----- RECORDS TO PROCESS -----

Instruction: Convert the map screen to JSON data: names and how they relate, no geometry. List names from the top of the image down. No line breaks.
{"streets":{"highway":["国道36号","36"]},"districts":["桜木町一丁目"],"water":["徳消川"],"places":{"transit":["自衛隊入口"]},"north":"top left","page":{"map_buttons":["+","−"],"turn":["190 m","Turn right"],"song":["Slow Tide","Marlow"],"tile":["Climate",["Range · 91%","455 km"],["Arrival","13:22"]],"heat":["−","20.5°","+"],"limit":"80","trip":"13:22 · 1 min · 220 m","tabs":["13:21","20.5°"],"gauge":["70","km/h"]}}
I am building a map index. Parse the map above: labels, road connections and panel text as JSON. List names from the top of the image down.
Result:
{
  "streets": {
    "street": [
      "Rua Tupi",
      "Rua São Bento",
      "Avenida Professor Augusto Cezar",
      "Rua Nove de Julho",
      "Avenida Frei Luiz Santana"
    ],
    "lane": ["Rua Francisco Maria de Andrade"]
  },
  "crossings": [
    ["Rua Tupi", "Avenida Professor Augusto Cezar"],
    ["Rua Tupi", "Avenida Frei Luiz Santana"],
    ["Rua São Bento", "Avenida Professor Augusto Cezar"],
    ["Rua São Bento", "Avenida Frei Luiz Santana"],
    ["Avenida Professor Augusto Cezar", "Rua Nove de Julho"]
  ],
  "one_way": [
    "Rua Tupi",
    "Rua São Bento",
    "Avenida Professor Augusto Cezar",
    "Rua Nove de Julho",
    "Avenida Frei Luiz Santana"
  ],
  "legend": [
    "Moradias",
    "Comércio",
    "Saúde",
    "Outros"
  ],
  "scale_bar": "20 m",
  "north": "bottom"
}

-----

• EXERCISE REQUIREMENTS: Using the data above, print every record exactly as shown.

• PROBLEM SOLUTION:
Instruction: Convert the map screen to JSON data: names and how they relate, no geometry. List names from the top of the image down. No line breaks.
{"streets":{"highway":["国道36号","36"]},"districts":["桜木町一丁目"],"water":["徳消川"],"places":{"transit":["自衛隊入口"]},"north":"top left","page":{"map_buttons":["+","−"],"turn":["190 m","Turn right"],"song":["Slow Tide","Marlow"],"tile":["Climate",["Range · 91%","455 km"],["Arrival","13:22"]],"heat":["−","20.5°","+"],"limit":"80","trip":"13:22 · 1 min · 220 m","tabs":["13:21","20.5°"],"gauge":["70","km/h"]}}
I am building a map index. Parse the map above: labels, road connections and panel text as JSON. List names from the top of the image down.
Result:
{
  "streets": {
    "street": [
      "Rua Tupi",
      "Rua São Bento",
      "Avenida Professor Augusto Cezar",
      "Rua Nove de Julho",
      "Avenida Frei Luiz Santana"
    ],
    "lane": ["Rua Francisco Maria de Andrade"]
  },
  "crossings": [
    ["Rua Tupi", "Avenida Professor Augusto Cezar"],
    ["Rua Tupi", "Avenida Frei Luiz Santana"],
    ["Rua São Bento", "Avenida Professor Augusto Cezar"],
    ["Rua São Bento", "Avenida Frei Luiz Santana"],
    ["Avenida Professor Augusto Cezar", "Rua Nove de Julho"]
  ],
  "one_way": [
    "Rua Tupi",
    "Rua São Bento",
    "Avenida Professor Augusto Cezar",
    "Rua Nove de Julho",
    "Avenida Frei Luiz Santana"
  ],
  "legend": [
    "Moradias",
    "Comércio",
    "Saúde",
    "Outros"
  ],
  "scale_bar": "20 m",
  "north": "bottom"
}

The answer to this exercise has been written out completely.